Large scale Industrial IoT data project: lessons learned in 2020

Posted by Edouard on 08 Jan 2021

Introduction

Industrial Internet of Things (IIoT) is facing the new challenge of having to ingest very high volume of timeseries data and perform complex analysis in real time.

Doing one of the two is hard, the two at the same time is extremely challenging. In other words, you want to have your cake, eat it, own the bakery, and paying yourself massive dividends every year.

Quasardb was built on the vision where we can make the world more efficient if we instrument everything, at the highest possible resolution, and use that data to make decisions. This is applying the logic of a quantitative hedge fund (who happen to be another big vertical for us) to the industrial world.

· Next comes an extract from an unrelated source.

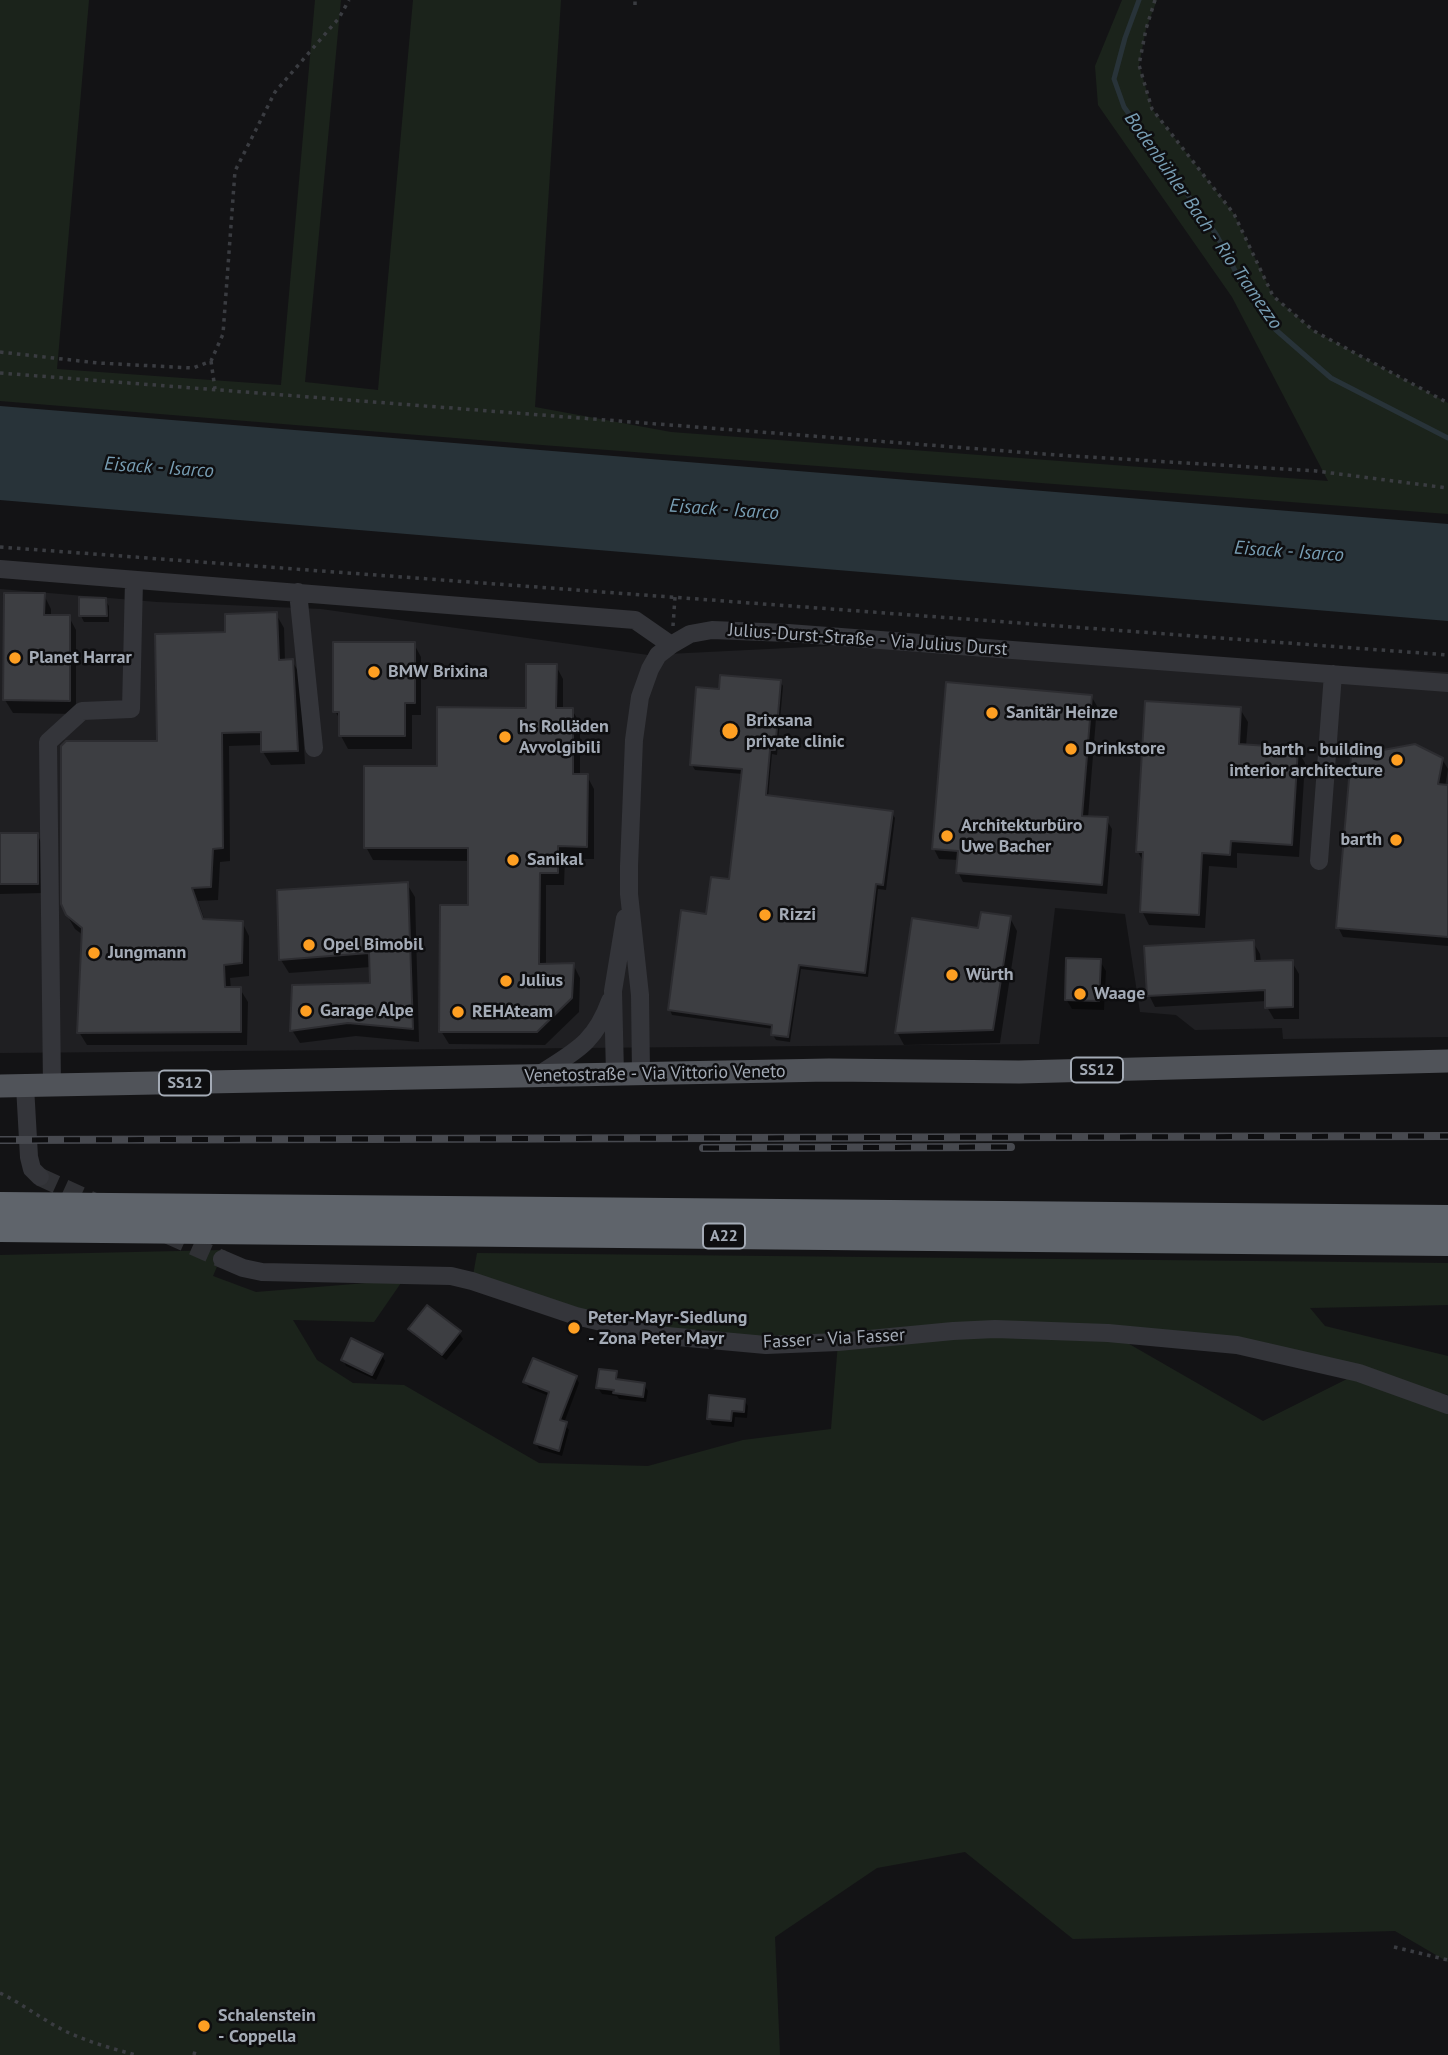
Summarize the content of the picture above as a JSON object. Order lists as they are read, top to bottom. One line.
{"streets":{"highway":["A22"],"main road":["SS12","Venetostraße - Via Vittorio Veneto"],"street":["Julius-Durst-Straße - Via Julius Durst","Fasser - Via Fasser"]},"water":["Bodenbühler Bach - Rio Tramezzo","Eisack - Isarco"],"places":["Planet Harrar","BMW Brixina","Sanitär Heinze","Brixsana private clinic","hs Rolläden Avvolgibili","Drinkstore","barth - building interior architecture","Architekturbüro Uwe Bacher","barth","Sanikal","Rizzi","Opel Bimobil","Jungmann","Würth","Julius","Waage","Garage Alpe","REHAteam","Peter-Mayr-Siedlung - Zona Peter Mayr","Schalenstein - Coppella"]}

The first part of the plan was to build the database engine capable of processing the new volume of data while delivering complex analytics.

In 2020, we have started phase two of our plan where we integrate the database in the industrial apparatus.

This blog post is about the lessons we’ve learned along the way.

Timeseries in Industrial IoT

Monitoring

When you build monitoring for your industrial application, you can get away with one point per second (and sometimes even less) per sensor. Even if you have hundreds of thousands of sensors, that's still less than a million points per second, often below a megabyte per second of new data.

Additionally, monitoring rarely requiress a high-resolution history, meaning that you can reduce the resolution to one point per minute (or even less), making it possible to fit a multi-year history in less than a gigabyte.

That's because if you're interested in "when a failure happened," you don't need to know at the microsecond.

Predictive maintenance

Monitoring is a must, but monitoring is reacting when you should be anticipating. What you want to do is to know when a problem will happen before it happens: that's predictive maintenance. To do that, you build models on finely grained data. Once your model is ready, you then inject all that raw data in real-time and process alerts.

How does it work? You're looking for something called "weak signals." A weak signal can be, for example, a specific spike of electric consumption, which in itself isn't a problem, but, after analyzing years of historical data, you know this spike (or series of spikes) is heavily correlated, with, for example, a turbine failure.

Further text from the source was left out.